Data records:

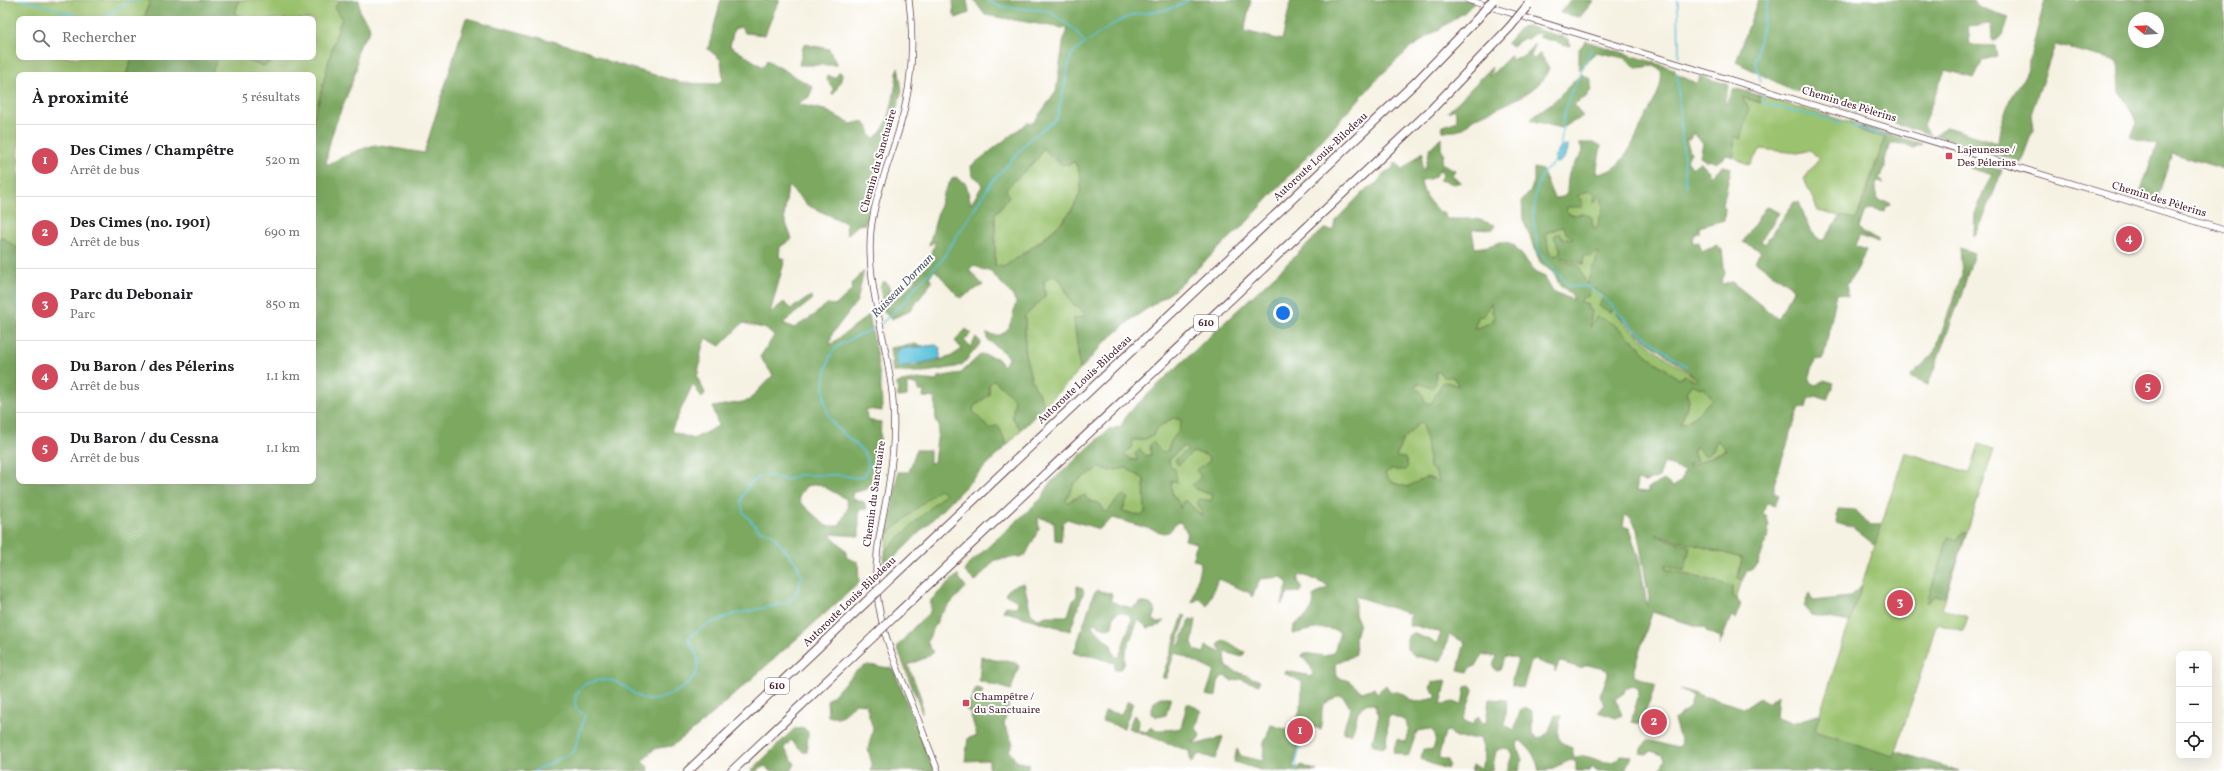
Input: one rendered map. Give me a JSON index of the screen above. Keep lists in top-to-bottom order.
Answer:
{
  "streets": {
    "highway": ["Autoroute Louis-Bilodeau", "610"],
    "street": ["Chemin des Pèlerins", "Chemin du Sanctuaire"]
  },
  "water": ["Ruisseau Dorman"],
  "places": {
    "transit": ["Lajeunesse / Des Pélerins", "Champêtre / du Sanctuaire"]
  },
  "north": "left",
  "page": {
    "search": "Rechercher",
    "heading": ["À proximité", "5 résultats"],
    "list": [
      {
        "mark": "1",
        "name": "Des Cimes / Champêtre",
        "note": "Arrêt de bus",
        "value": "520 m"
      },
      {
        "mark": "2",
        "name": "Des Cimes (no. 1901)",
        "note": "Arrêt de bus",
        "value": "690 m"
      },
      {
        "mark": "3",
        "name": "Parc du Debonair",
        "note": "Parc",
        "value": "850 m"
      },
      {
        "mark": "4",
        "name": "Du Baron / des Pélerins",
        "note": "Arrêt de bus",
        "value": "1.1 km"
      },
      {
        "mark": "5",
        "name": "Du Baron / du Cessna",
        "note": "Arrêt de bus",
        "value": "1.1 km"
      }
    ],
    "pins": [
      "4",
      "5",
      "3",
      "2",
      "1"
    ],
    "map_buttons": ["+", "−"]
  }
}
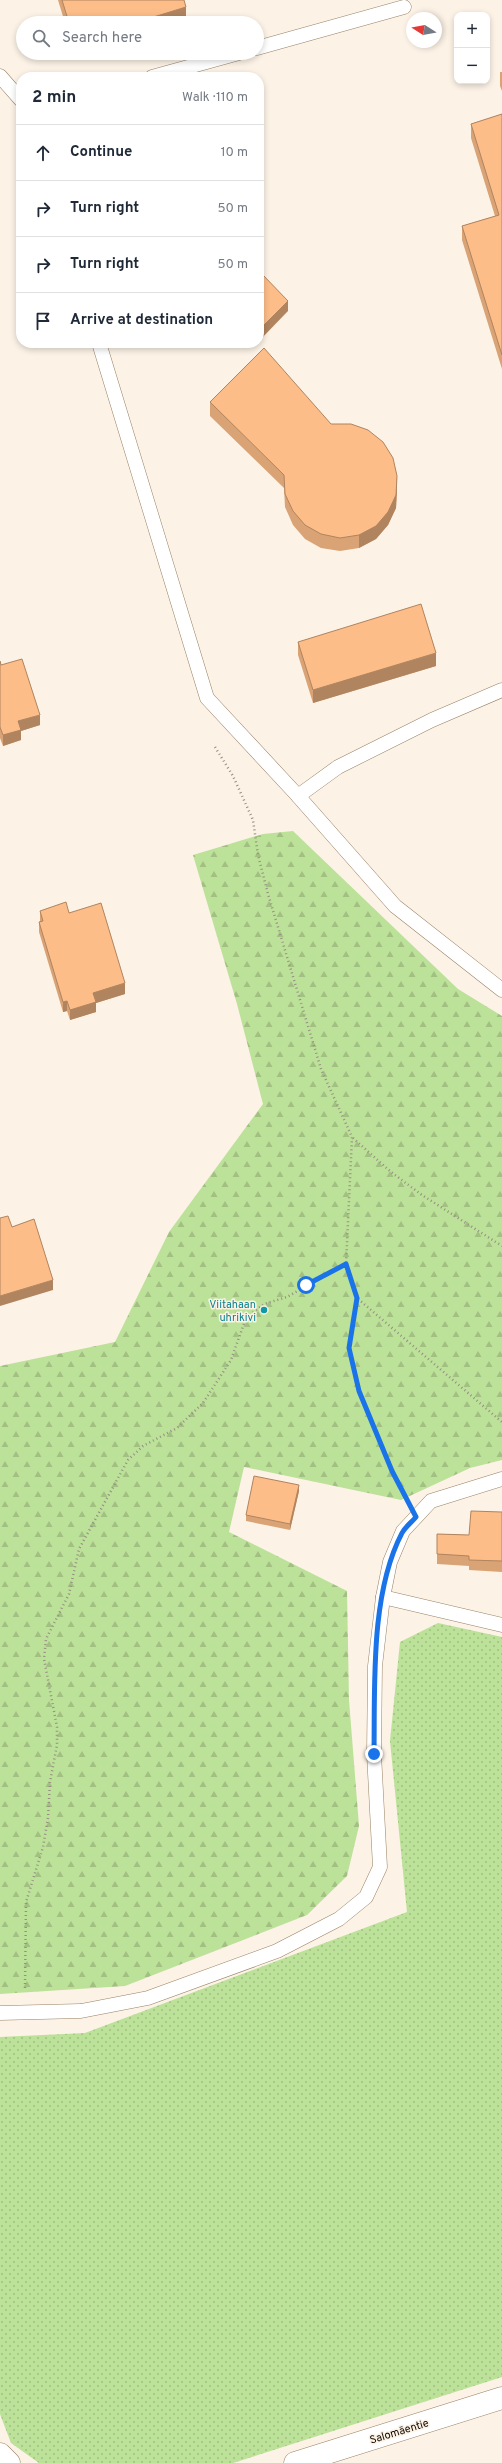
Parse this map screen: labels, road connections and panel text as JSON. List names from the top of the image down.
{
  "streets": {
    "street": ["Salomäentie"]
  },
  "places": ["Viitahaan uhrikivi"],
  "north": "left",
  "page": {
    "map_buttons": ["+", "−"],
    "search": "Search here",
    "heading": ["2 min", "Walk · 110 m"],
    "list": [
      ["Continue", "10 m"],
      ["Turn right", "50 m"],
      ["Turn right", "50 m"],
      "Arrive at destination"
    ]
  }
}
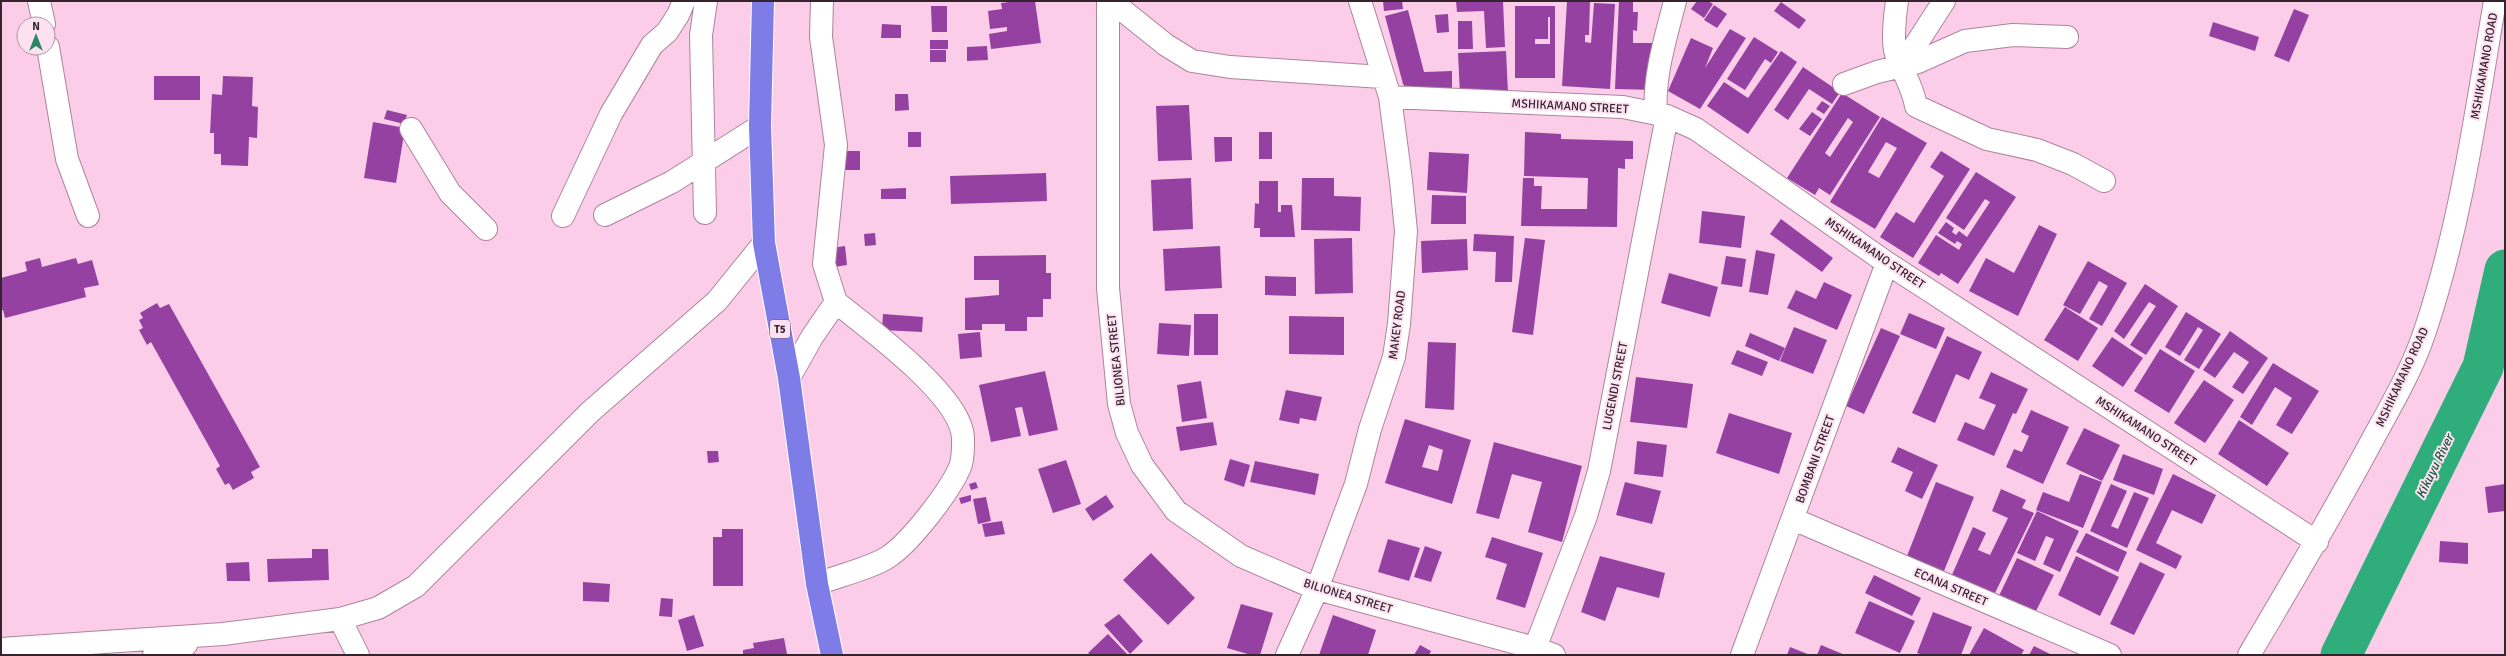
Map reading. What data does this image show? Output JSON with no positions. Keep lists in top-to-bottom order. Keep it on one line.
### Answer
{"streets":{"highway":["T5"],"street":["MSHIKAMANO ROAD","MSHIKAMANO STREET","MAKEY ROAD","BILIONEA STREET","LUGENDI STREET","BOMBANI STREET","ECANA STREET"]},"crossings":[["MSHIKAMANO ROAD","MSHIKAMANO STREET"],["MSHIKAMANO STREET","MAKEY ROAD"],["MSHIKAMANO STREET","LUGENDI STREET"],["MSHIKAMANO STREET","BOMBANI STREET"],["MAKEY ROAD","BILIONEA STREET"],["BILIONEA STREET","LUGENDI STREET"],["BOMBANI STREET","ECANA STREET"]],"water":["Kikuyu River"],"north":"top"}
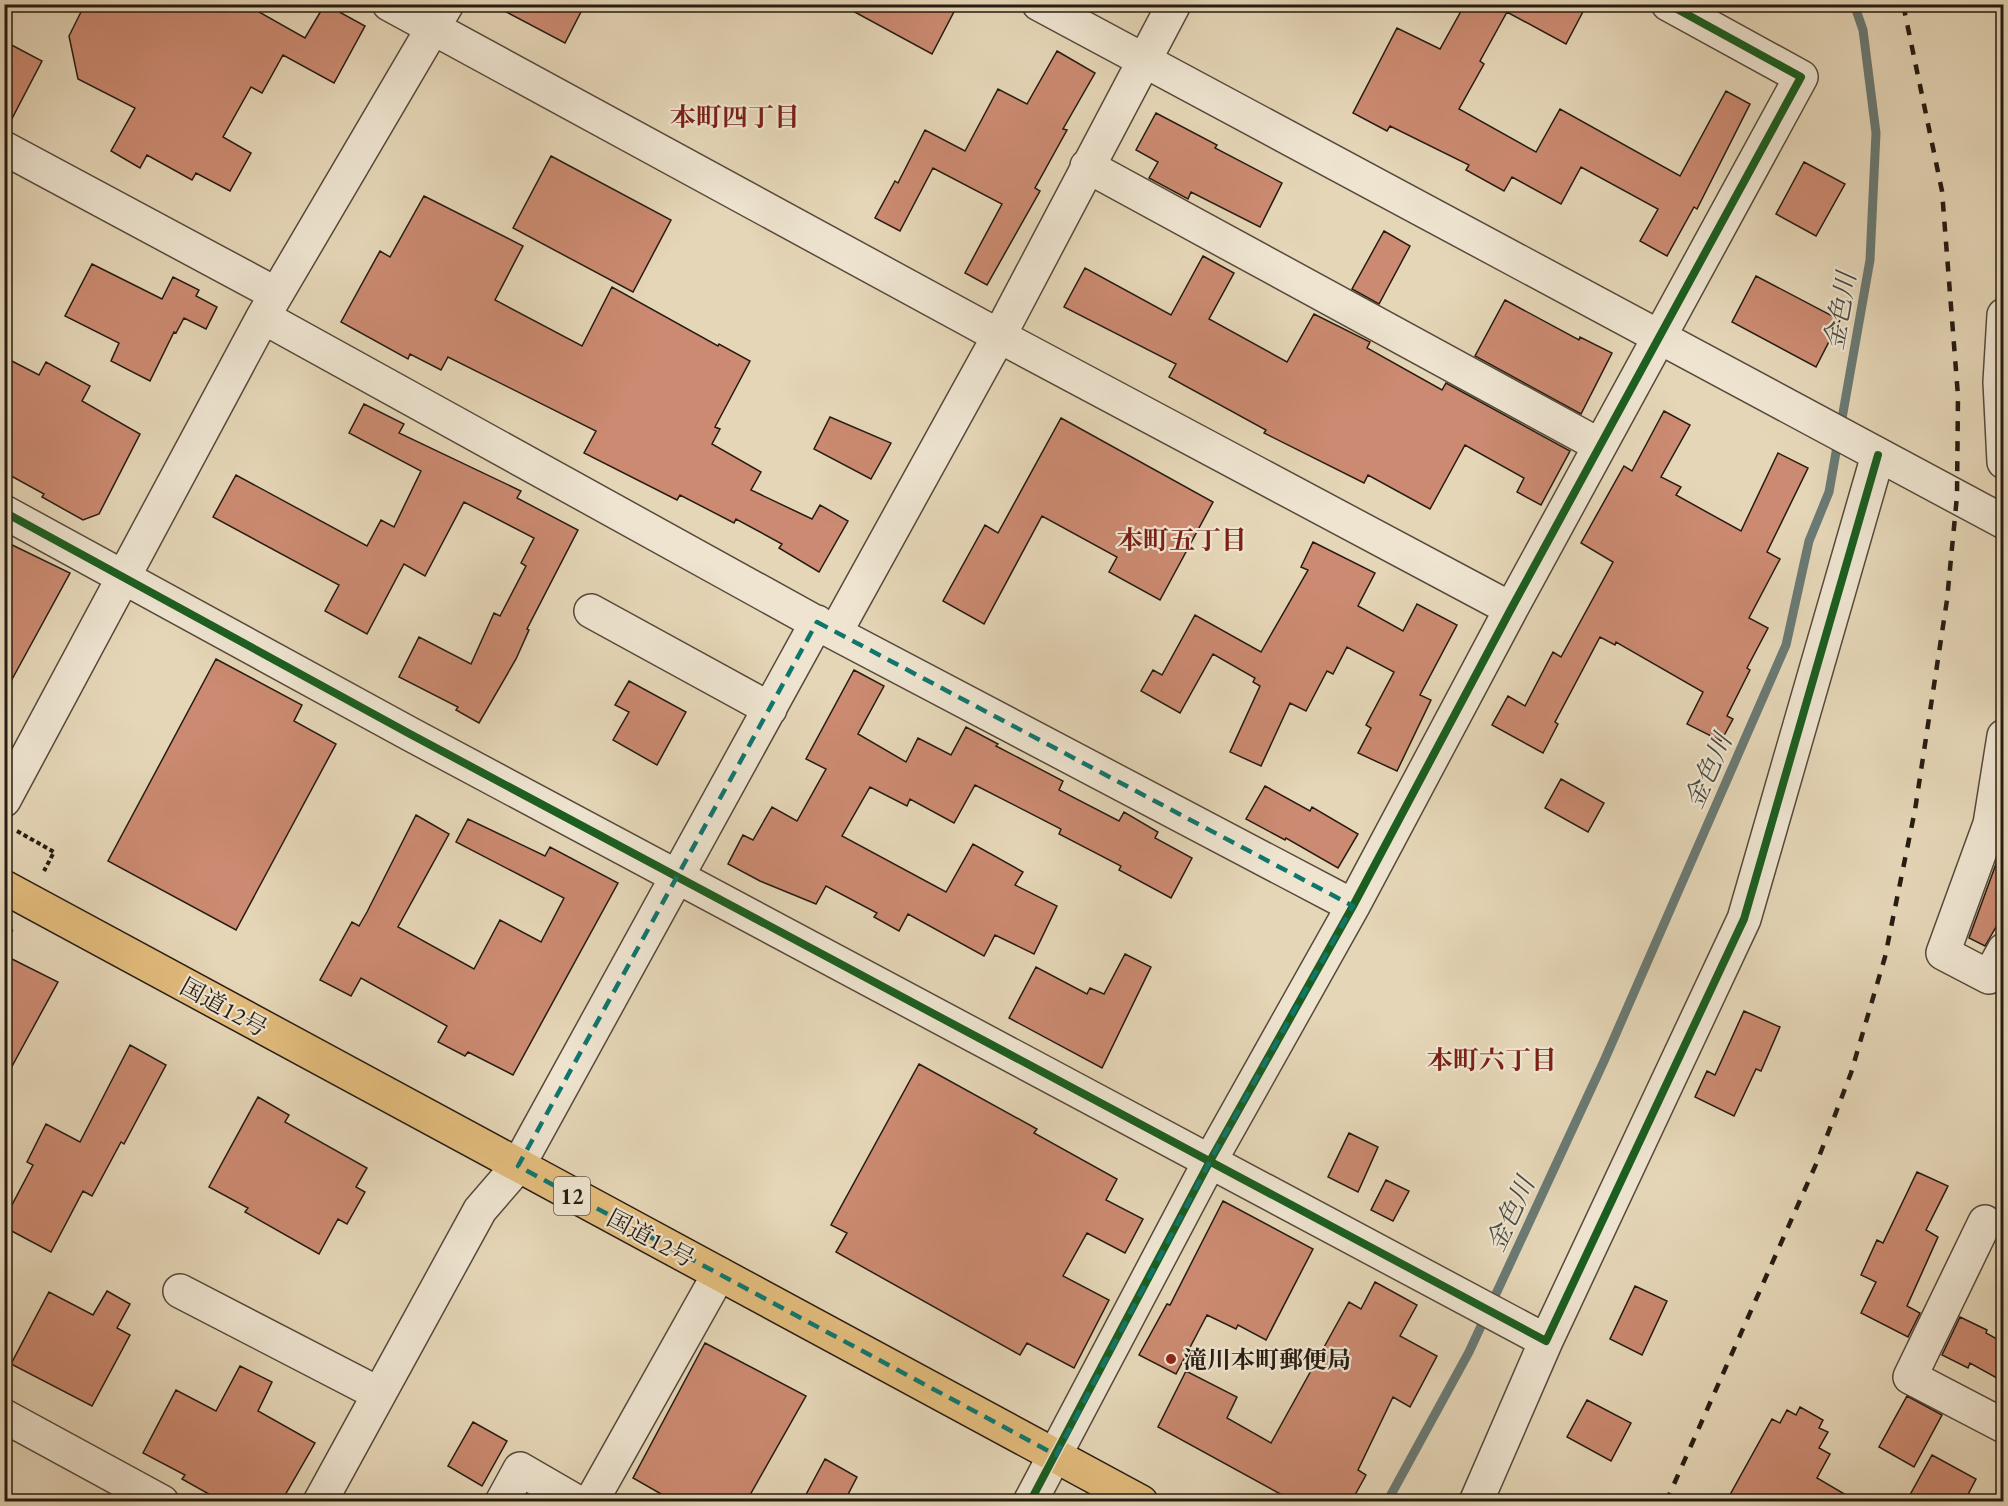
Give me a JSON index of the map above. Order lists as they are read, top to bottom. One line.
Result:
{"streets":{"highway":["国道12号","12"]},"districts":["本町四丁目","本町五丁目","本町六丁目"],"water":["金色川"],"places":["滝川本町郵便局"]}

Exercise directions: Copy down each line in the entries that has the word "lists".

Exercise result:
Input: one rendered map. Give me a JSON index of the screen above. Keep lists in top-to-bottom order.
Map reading. What data does this image show? Output JSON with no positions. Keep lists in top-to-bottom order. Keep it on one line.
Give me a JSON index of the map above. Order lists as they are read, top to bottom. One line.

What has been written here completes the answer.